Sempre nos perguntamos como gastaremos nosso tempo na velhice. Perguntamo-nos se continuaremos a fazer o que fazíamos quando éramos jovens, se, por exemplo, continuaremos a escrever livros. Perguntamo-nos que tipo de livros conseguiremos escrever, na nossa corrida cega do rato, ou mais tarde, quando tivermos caído na imobilidade da pedra. Durante a nossa juventude, falaram-nos da sabedoria e da serenidade dos idosos. Nós, porém, sentimos que não nos tornaremos sábios nem serenos, além disso, nunca amamos a serenidade e a sabedoria e, em vez disso, sempre amamos a sede e a febre, as buscas inquietas e os erros. Mas em breve os erros também serão excluídos porque, como o presente nos é incompreensível, nossos erros estarão relacionados com aqueles traços pálidos que agora estão prestes a desaparecer; Nossos erros no mundo de hoje serão como sinais na areia ou ruídos de ratos correndo durante a noite.

O mundo diante de nós, que nos parece inabitável, será, no entanto, habitado e talvez amado por algumas das pessoas que amamos. O facto de este mundo ser destinado aos nossos filhos, e aos filhos dos nossos filhos, não nos ajuda a compreendê-lo melhor, mas, pelo contrário, aumenta a nossa confusão. Porque a forma como os nossos filhos conseguem habitá-lo e decifrá-lo é-nos obscura; Por outro lado, desde a infância estão acostumados a nos dizer abertamente que não entendemos nada. É por isso que o nosso comportamento para com os nossos filhos é humilde e às vezes até cruel.

Sentimo-nos crianças na presença de adultos, quando na realidade estamos absorvidos no nosso lento processo de envelhecimento. Qualquer gesto que os nossos filhos façam parece-nos fruto de uma grande sagacidade e relevância, parece-nos ser o que sempre quisemos fazer e sabe-se lá porque nunca o fizemos. Nós, pela nossa parte, não podemos fazer um único gesto que influencie o presente, porque qualquer um dos nossos gestos corre mecanicamente para o passado.

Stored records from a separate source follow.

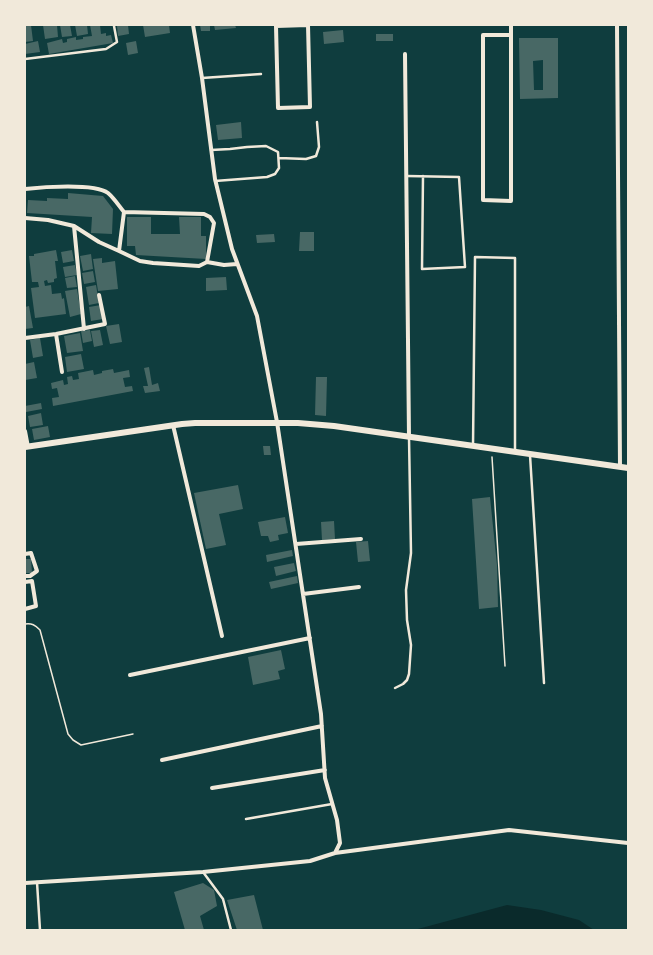 <!DOCTYPE html>
<style>
body{margin:0}
#map{position:relative;width:653px;height:955px;overflow:hidden;background:#0f3d3e;font-family:Quicksand,sans-serif}
canvas{display:block}
.frame{position:absolute;inset:0;border:26px solid #f1e9da;pointer-events:none}
</style>
<div id="map">
<canvas width="653" height="955"></canvas>
<div class="frame"></div>
</div>
<script>
const g = document.querySelector('canvas').getContext('2d');
g.lineJoin = 'round';
function paint(path, color) {
  g.fillStyle = color;
  g.fill(path, 'evenodd');
}
function trace(path, color, width, dash) {
  g.strokeStyle = color;
  g.lineWidth = width;
  g.lineCap = dash ? 'butt' : 'round';
  g.setLineDash(dash || []);
  g.stroke(path);
}
paint(new Path2D(`
 M507 905 541 910 579 920 594 930H414Z`), '#0a2a2b');
paint(new Path2D(`
 M25 25H31L33 41 25 42Z
 M43 25H57L58 37 45 39Z
 M60 25H70L72 36 62 37Z
 M75 25H87L88 34 77 36Z
 M90 25H100L101 34 106 33V36L111 35 113 43 49 54 47 43 62 39 63 43 67 42V39L76 37V40L83 39V37L92 36Z
 M128 25 129 34 118 36 117 26Z
 M143 25H169L170 33 145 37Z
 M200 25H210V31H201Z
 M214 25H235L236 28 215 30Z
 M343 30 344 42 324 44 323 32Z
 M376 34H393V41H376Z
 M519 38H558V98L520 99ZM543 60V90H534L533 61Z
 M38 41 40 52 25 54V44Z
 M136 41 138 53 128 55 126 43Z
 M241 122 242 138 218 140 216 125Z
 M68 193 103 196 113 209 112 234 91 233 92 217 27 213 28 200 47 201V198L68 199Z
 M127 217H151V234H180L179 217H201V236H206V259L136 255 135 246H127Z
 M300 232H314V251H299Z
 M274 234 275 242 257 243 256 235Z
 M56 250 58 261H55L57 278 54 279V282L48 283 47 280 44 281 45 286 51 285 52 294 61 293 62 299 64 298 66 314 35 318 31 288 39 287 38 282H32L29 256H34V254Z
 M72 250 74 261 63 263 61 252Z
 M91 254 93 269 83 271 80 256Z
 M102 258V263L115 261 118 289 98 291 93 259Z
 M75 265 77 275 65 277 63 267Z
 M93 271 95 282 84 284 82 273Z
 M75 276 77 287 67 288 65 278Z
 M226 277 227 290 206 291V278Z
 M96 285 99 303 89 305 86 287Z
 M77 289 81 314 70 317 65 291Z
 M101 305 103 319 91 321 89 307Z
 M29 306 33 328 25 329V307Z
 M119 324 122 342 110 344 106 326Z
 M90 330 92 341 83 343 81 331Z
 M100 330 103 345 94 347 91 331Z
 M80 333 83 351 67 353 64 336Z
 M40 338 43 356 33 358 30 340Z
 M81 354 84 369 67 372 65 357Z
 M34 362 37 378 25 380V364Z
 M149 367 152 385 158 383 160 391 145 393 143 386H148L144 368Z
 M113 369 114 373 129 370 130 377 123 378 125 387 132 386 133 391 53 406 52 398 59 397 57 388 52 389 51 383 63 380 64 385 68 384 67 377 72 376 73 380 79 379 78 373 93 370 94 375 102 373V371Z
 M316 377H327L326 416 315 415Z
 M41 403 42 409 26 412 25 406Z
 M41 413 43 425 30 427 28 416Z
 M48 426 50 437 34 440 32 429Z
 M263 446H270L271 455H264Z
 M238 485 243 509 219 514 226 545 206 549 194 493Z
 M490 497 497 565 498 607 479 609 472 499Z
 M285 517 288 533 278 535 279 540 270 542 268 536H261L258 522Z
 M334 521 335 539 322 540 321 522Z
 M368 541 370 561 358 562 356 542Z
 M292 550 293 556 267 562 266 555Z
 M25 559H31L32 573H25Z
 M294 563 296 571 276 576 274 567Z
 M297 576 298 583 271 589 269 582Z
 M281 650 285 669 278 671 280 679 253 685 248 657Z
 M203 883 214 890 217 906 200 916 204 930H185L174 892Z
 M254 895 263 930H237L227 900Z`), '#486865');
trace(new Path2D(`
 M492 457 505 666
 M25 624C32 623 35 625 40 630L68 734 73 740 81 745 133 734`), '#f1e9da', 1.5);
trace(new Path2D(`
 M25 59 106 49 117 42 114 26
 M202 78 261 74
 M211 150 230 149 247 147 266 146 278 152 279 168 275 174 267 177 215 181
 M279 158 306 159 316 156 319 147 317 122
 M407 176 459 177 465 267 422 269 423 176
 M473 446 475 257 515 258V452
 M530 455 544 683
 M395 688 403 684 407 680 409 674 411 645 407 620 406 590 411 553 409 437
 M246 819 332 804
 M203 872 223 899 231 930
 M37 882 40 930`), '#f1e9da', 2.5);
trace(new Path2D(`
 M193 25 202 78 215 179 232 249 257 316 277 422 321 714 325 778 337 820 340 843 335 853
 M308 25 310 107 278 108 276 26Z
 M617 25 620 467
 M511 35H483V200L511 201V25
 M405 54 409 437
 M25 189C42 187 95 183 108 193 114 198 119 206 124 212L119 251 99 242 74 226 48 220 25 218
 M74 226 84 329
 M119 251 140 261 153 263 199 266 207 262 214 223 210 217 204 214 124 212
 M207 262 224 265 237 264
 M56 334 62 372
 M25 338 56 334 105 324 99 295
 M173 425 222 636
 M25 431 28 447
 M296 544 361 539
 M25 554 31 553 37 571 30 576H25
 M25 582 32 581 36 606 25 609
 M303 594 359 587
 M130 675 310 638
 M162 760 322 726
 M212 788 325 770
 M25 883 203 872 310 861 335 853 509 830 628 843`), '#f1e9da', 4);
trace(new Path2D(`
 M25 447 182 424 195 423H298L334 426 628 468`), '#f1e9da', 6);
</script>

É assim que medimos as imensas distâncias que nos separam do presente, vemos como teríamos perdido os laços com o presente se não estivéssemos ainda enredados nas intrincadas e dolorosas tramas do amor. E uma coisa ainda nos surpreende, agora que é cada vez mais difícil nos emocionarmos, ver como nossos filhos conseguem viver e decifrar o presente, e nós aqui, ainda concentrados em pronunciar as palavras límpidas e claras que nos fascinaram em nossa juventude.